Currently we use a bunch of build scripts for building fsfe.org, test.fsfe.org, documentfreedom.org, test.documentfreedom.org, as well as the analogous translation logs and build status pages.

You guessed it, all those scripts look the same. Or at least at some point they were supposed to. What started out as minor forks with some file system paths altered evolved into a diverse and colourful ecosystem.

So last week I merged build-test.sh and build.sh into one script and got rid of build-test.pl which showed only a very minor difference to the original build script.
I threw away the patch files which recorded the difference between the scripts at the same time - they had been hurting the feelings of svn diff for long enough.

The same is to be done for the translation log files and some others.

2. Split up fsfe.xsl

This file was suffering a bad form of feature cancer. Each time we wanted to make something look different on the page we put some more code in there. That was fine because it worked.
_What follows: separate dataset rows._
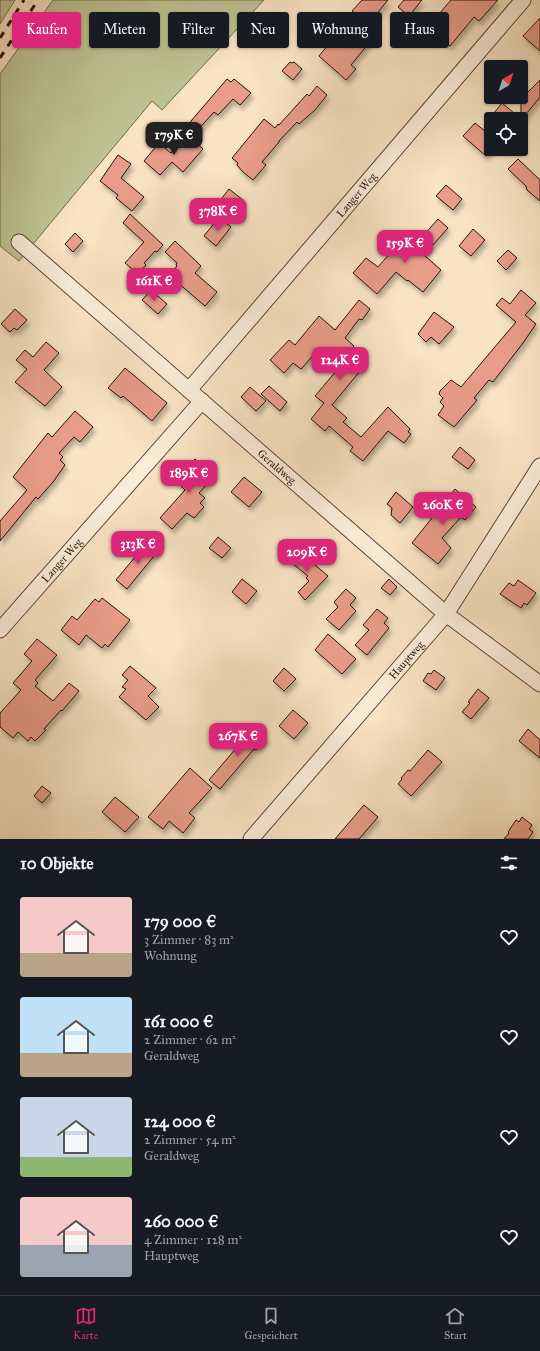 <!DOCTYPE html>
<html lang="de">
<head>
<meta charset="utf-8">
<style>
	body { margin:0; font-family:"IM FELL Great Primer",serif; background:#20242c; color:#f1f3f6; height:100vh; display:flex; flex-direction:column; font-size:15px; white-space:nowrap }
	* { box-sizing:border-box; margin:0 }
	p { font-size:13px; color:#9ea1a6 }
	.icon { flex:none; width:22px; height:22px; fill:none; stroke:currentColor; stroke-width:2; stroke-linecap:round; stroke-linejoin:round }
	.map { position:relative; height:839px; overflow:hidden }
	.details { display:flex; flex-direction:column; background:#171b24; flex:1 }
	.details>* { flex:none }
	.guide { position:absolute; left:12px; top:12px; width:516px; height:36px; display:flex; gap:8px }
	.needle { width:26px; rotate:39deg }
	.controls { position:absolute; left:484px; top:60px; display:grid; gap:8px }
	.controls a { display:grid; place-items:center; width:44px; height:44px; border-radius:4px; background:#171b24; box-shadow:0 1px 3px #0004; font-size:20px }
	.price { position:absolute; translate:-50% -34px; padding:0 9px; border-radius:8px; background:#db2777; color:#fff; font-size:13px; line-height:26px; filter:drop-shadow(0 1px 2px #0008) }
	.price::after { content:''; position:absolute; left:50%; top:24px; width:12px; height:9px; margin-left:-6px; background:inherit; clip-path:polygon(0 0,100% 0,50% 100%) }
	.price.selected { background:#222; color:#fff }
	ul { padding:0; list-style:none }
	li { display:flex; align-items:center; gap:12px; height:100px; padding:0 20px }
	li span { display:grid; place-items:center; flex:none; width:112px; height:80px; border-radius:4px; color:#555 }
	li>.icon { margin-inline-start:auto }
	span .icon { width:48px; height:48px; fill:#fffc; stroke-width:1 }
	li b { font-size:17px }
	h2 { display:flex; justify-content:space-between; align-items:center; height:48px; padding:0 20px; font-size:17px }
	.tag { padding:0 14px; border-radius:4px; background:#171b24; box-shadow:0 1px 3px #0004; font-size:14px; line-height:36px }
	.tag.selected { background:#db2777; color:#fff }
	.dock { display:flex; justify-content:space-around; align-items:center; height:56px; border-top:1px solid #363941; background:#171b24; font-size:11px; color:#9ea1a6 }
	.dock a { display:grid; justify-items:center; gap:2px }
	.dock .selected { color:#db2777 }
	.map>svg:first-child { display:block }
	.green { fill:#bec393; stroke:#726b4f }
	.building { fill:#e89c89; stroke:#26130b; filter:url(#shadow) }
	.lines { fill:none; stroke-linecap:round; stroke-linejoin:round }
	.minor-casing { stroke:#5a4739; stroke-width:17 }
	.minor { stroke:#faedd8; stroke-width:15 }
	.rail { stroke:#26130b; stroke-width:3; stroke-dasharray:7 7; stroke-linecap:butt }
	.labels { text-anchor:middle; stroke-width:3; stroke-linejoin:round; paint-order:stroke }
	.street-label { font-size:11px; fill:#26130b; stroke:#faedd8 }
</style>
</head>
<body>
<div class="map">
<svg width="540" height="839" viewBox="0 0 540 839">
	<defs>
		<filter id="shadow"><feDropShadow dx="2.5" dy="4.5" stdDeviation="2" flood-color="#0004"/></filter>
	</defs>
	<rect width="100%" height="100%" fill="#f8e3c3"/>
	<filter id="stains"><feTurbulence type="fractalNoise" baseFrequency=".005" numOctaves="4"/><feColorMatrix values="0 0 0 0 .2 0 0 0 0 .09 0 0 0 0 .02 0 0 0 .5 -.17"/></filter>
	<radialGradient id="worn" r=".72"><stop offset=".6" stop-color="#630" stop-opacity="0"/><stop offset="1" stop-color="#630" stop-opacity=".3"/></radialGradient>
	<g class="green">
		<path d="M0,0H15L0,24Z"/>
		<path d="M53,0H264L162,110L152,101L19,261L0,246V74Z"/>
	</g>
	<g class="building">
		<path d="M362,0H388L363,30L373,38L351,65L356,69L346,80L319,56L336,35L339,37L357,15L352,11Z"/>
		<path d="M404,0H422L409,16L398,7Z"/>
		<path d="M451,0H498L479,21L474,17L450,46L427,28Z"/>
		<path d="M540,18V51L523,36Z"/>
		<path d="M290,62L292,63L294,62L302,69L293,80L282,71Z"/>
		<path d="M227,79L231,82L234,79L251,93L240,105L233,99L218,115L214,112L193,135L185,128Z"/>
		<path d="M540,80V97L521,120V99Z"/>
		<path d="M317,86L327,95L315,110L299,124L297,122L279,141V142L262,162L266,165L253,180L243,172L237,165L238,163L232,158L264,119L275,128L278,124L279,125L307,94L309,96Z"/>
		<path d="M502,103L521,119H489Z"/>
		<path d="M475,123L491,136V150L486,156L463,136Z"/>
		<path d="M187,134L203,149L183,172L172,162L160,175L144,161L159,143L171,153Z"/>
		<path d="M118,155L131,164L121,178L144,197L132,211L116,198L118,195L100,181Z"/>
		<path d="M518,159L540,180V201L527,190L526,186L508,169Z"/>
		<path d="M446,185L462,199L453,210L436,196Z"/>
		<path d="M229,189L243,200L235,209L222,198Z"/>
		<path d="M130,214L163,245L157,252L155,251L144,263L146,265L138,274L125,263L144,242L123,223Z"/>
		<path d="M219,217L231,227L216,246L204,236Z"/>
		<path d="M438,219L448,228L424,255L441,270L423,292L408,280L407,281L396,272L377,294L353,273L366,258L378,267L398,244L408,253Z"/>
		<path d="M473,229L485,240L471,256L459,246Z"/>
		<path d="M75,233L83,241L73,252L65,244Z"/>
		<path d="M175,241L201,266L195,273L217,292L205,306L177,282L179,280L171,273L177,266L176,265L177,263L165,252Z"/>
		<path d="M508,250L517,258L506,270L497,261Z"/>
		<path d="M151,290L167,304L158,314L142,300Z"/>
		<path d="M521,290L536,303L525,315L536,324L523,343L493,382L489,380L474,398L477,400L454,427L438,415L444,406L440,402L443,398L439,394L440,391L451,380L461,387L516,322L496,305L502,298L510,304Z"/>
		<path d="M359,300L370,309L362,320L359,319L345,338L354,346L349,351L365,365L332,405L347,418L343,422L361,437L388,407L410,429L408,432L411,434L404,443L388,431L363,461L350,451L353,447L329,426L325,431L311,419L324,403L315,396L337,370L334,367L337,363L320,348L301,369L293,363L284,373L270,360L289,340L295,345L319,316L335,330Z"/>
		<path d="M15,309L27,320L17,330L14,328L10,332L1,324Z"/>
		<path d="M434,312L454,327L439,344L431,337L426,342L418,334Z"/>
		<path d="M46,342L59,353L44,370L62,387L45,406L15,382L27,369L16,360L25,350L33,357Z"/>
		<path d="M125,368L167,403L152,421L123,396L121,398L108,388Z"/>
		<path d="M269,386L287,402L280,411L261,394Z"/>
		<path d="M250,387L266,401L256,411L241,397Z"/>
		<path d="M75,411L93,427L80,442L74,437L59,453L63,457L60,460L65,465L53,482L38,499L36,497L0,541V521L27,490L13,477L48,433L52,437Z"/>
		<path d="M460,447L475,460L468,469L452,457Z"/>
		<path d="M195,459L214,476L199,493L205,498L200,503L204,507L194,518L187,513L172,529L160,518L185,490L176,481Z"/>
		<path d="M244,477L262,492L249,507L231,492Z"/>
		<path d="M455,489L476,507L465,520L461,517L442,538L451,548L438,564L412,543Z"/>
		<path d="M396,492L413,507L400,523L391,515L392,508L387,504Z"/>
		<path d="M218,537L231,548L222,558L209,548Z"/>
		<path d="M148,541L159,550L127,589L116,580L135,557L134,556Z"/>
		<path d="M295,548L328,576L305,600L298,592L309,581L306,578L308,576L286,558Z"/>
		<path d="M242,579L257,591L246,604L232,592Z"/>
		<path d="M389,579L397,587L390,595L381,588Z"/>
		<path d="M518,580L536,593L527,605L524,603L521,608L500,594L509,583L514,586Z"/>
		<path d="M346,589L356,598L350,605L356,611L339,630L326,619L338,607L334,602Z"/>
		<path d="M102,598L130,620L108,647L105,644L102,648L86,635L79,645L61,630L72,616L77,620L95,599L99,602Z"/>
		<path d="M377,609L388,618L384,623L389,628L367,655L355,645L369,630L363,625Z"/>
		<path d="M328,634L356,659L342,674L315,650Z"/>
		<path d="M37,639L57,655L35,680L38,683L35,686L53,701L69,683L79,691L62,711L61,710L44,729L46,730L35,741L31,737L28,741L18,732L13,738L0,727V713L21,690L13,683L32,661L24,654Z"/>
		<path d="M130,666L156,688L148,696L159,707L146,720L119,697L126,689L122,687L128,680L122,675Z"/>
		<path d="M284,668L296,679L284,691L273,681Z"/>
		<path d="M434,670L445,678L436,690L423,681L428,673L431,674Z"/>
		<path d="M478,689L489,698L471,719L462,712L470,703L468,702Z"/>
		<path d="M293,710L308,723L294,739L279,726Z"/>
		<path d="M253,726L266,738L256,750L254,749L220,789L209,780L243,740L242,738Z"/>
		<path d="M528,729L540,740V758L519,741Z"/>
		<path d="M428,750L442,762L411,796L398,784L402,779L401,778L408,770L410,771Z"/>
		<path d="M190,768L212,788L189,813L195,818L183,833L169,821L163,829L148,817Z"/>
		<path d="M42,786L51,793L42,803L34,796Z"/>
		<path d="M115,797L139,817L125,832L102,812Z"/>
		<path d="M364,805L378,817L359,839H335Z"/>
		<path d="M522,817L532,825L529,829L533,832L528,839H504L509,833L508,832L516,820L519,822Z"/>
	</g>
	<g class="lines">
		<g class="minor-casing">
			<g id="minor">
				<path id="s1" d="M19,242L446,614L540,684"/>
				<path id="s2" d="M189,390L523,0"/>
				<path id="s3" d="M0,630L202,401"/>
				<path id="s4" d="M251,839L446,614L540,466"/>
			</g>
		</g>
		<use href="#minor" class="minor"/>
		<g class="rail">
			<path d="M0,38L24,0"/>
			<path d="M0,58L38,0"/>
		</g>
	</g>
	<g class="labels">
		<g class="street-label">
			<text dy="4" stroke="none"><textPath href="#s2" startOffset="257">Langer Weg</textPath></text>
			<text dy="4" stroke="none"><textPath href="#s1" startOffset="342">Geraldweg</textPath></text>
			<text dy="4" stroke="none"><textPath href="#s3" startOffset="93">Langer Weg</textPath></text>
			<text dy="4" stroke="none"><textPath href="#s4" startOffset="237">Hauptweg</textPath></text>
		</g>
	</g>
	<rect width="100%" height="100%" filter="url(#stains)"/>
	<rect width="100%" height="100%" fill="url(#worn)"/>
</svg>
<div class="controls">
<a><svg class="needle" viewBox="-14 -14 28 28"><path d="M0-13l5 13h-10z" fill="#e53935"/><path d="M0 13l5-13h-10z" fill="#9ea1a6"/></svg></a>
<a><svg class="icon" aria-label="locate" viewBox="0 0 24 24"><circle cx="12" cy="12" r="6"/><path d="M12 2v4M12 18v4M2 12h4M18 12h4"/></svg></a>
</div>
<b class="price selected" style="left:174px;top:156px">179K €</b>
<b class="price" style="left:218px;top:232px">378K €</b>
<b class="price" style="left:405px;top:264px">159K €</b>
<b class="price" style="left:154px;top:302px">161K €</b>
<b class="price" style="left:340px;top:381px">124K €</b>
<b class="price" style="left:189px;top:494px">189K €</b>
<b class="price" style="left:443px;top:526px">260K €</b>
<b class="price" style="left:138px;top:565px">313K €</b>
<b class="price" style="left:307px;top:573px">209K €</b>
<b class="price" style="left:238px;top:757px">267K €</b>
<div class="guide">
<a class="tag selected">Kaufen</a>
<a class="tag">Mieten</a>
<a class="tag">Filter</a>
<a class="tag">Neu</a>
<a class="tag">Wohnung</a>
<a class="tag">Haus</a>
</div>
</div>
<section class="details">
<h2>10 Objekte<svg class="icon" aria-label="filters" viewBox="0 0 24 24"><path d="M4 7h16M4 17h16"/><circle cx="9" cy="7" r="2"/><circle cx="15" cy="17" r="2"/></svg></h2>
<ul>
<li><span style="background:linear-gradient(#f6c9c9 70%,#b9a48a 0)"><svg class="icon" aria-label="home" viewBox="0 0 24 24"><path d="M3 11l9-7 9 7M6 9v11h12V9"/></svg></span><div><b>179 000 €</b><p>3 Zimmer · 83 m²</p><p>Wohnung</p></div><svg class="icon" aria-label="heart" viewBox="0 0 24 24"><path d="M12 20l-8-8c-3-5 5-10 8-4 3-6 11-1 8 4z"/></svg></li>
<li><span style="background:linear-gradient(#bfe0f5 70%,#b9a48a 0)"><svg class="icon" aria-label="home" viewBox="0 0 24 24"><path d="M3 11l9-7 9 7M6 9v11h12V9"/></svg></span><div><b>161 000 €</b><p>2 Zimmer · 62 m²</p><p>Geraldweg</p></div><svg class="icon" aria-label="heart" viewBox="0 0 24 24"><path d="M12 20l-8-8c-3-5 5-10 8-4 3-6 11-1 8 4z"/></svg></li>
<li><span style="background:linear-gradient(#c9d6e8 75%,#8fb573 0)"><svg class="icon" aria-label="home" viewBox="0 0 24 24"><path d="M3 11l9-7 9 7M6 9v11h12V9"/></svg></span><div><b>124 000 €</b><p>2 Zimmer · 54 m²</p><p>Geraldweg</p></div><svg class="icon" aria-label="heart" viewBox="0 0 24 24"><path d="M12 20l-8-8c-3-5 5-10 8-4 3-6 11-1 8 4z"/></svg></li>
<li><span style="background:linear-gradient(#f6c9c9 60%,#9aa5b1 0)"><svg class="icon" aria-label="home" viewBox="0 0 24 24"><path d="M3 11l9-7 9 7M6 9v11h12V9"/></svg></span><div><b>260 000 €</b><p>4 Zimmer · 128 m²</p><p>Hauptweg</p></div><svg class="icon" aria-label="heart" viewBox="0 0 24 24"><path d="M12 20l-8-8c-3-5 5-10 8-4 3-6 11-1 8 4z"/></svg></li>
</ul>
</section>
<nav class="dock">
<a class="selected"><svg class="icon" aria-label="map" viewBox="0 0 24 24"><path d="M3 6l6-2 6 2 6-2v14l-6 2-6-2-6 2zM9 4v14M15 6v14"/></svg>Karte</a>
<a><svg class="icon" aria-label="saved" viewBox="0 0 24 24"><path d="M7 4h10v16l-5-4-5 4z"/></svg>Gespeichert</a>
<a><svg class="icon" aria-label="home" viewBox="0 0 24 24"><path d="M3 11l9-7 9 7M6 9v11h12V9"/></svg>Start</a>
</nav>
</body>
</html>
Only at some time it became harder and harder to grasp why it did so, harder to find the section of code which we would need to change to have a particular effect, and impossible to judge what code could be removed.

So I made a new folder, called it build/, put a bunch of files in there and ripped fsfe.xsl into pieces. Now there is still superfluous code, but at least the we can see, where definitions for the html footer start and where they end.

I put this into practice already. Some xls rules for example are only used in the supporters section. Until recently however they were processed for the built of every single page on the website. Having the rules in separate files, allowed me to only include them for processing of the supporter pages.

I am sure there lurk many undiscovered processing rules, which are only applied to parts of the page, or even not at all.

Being able to select which rules will be loaded for processing a page does also enable us to introduce different page headers, footers and other sections for campaign pages and similar.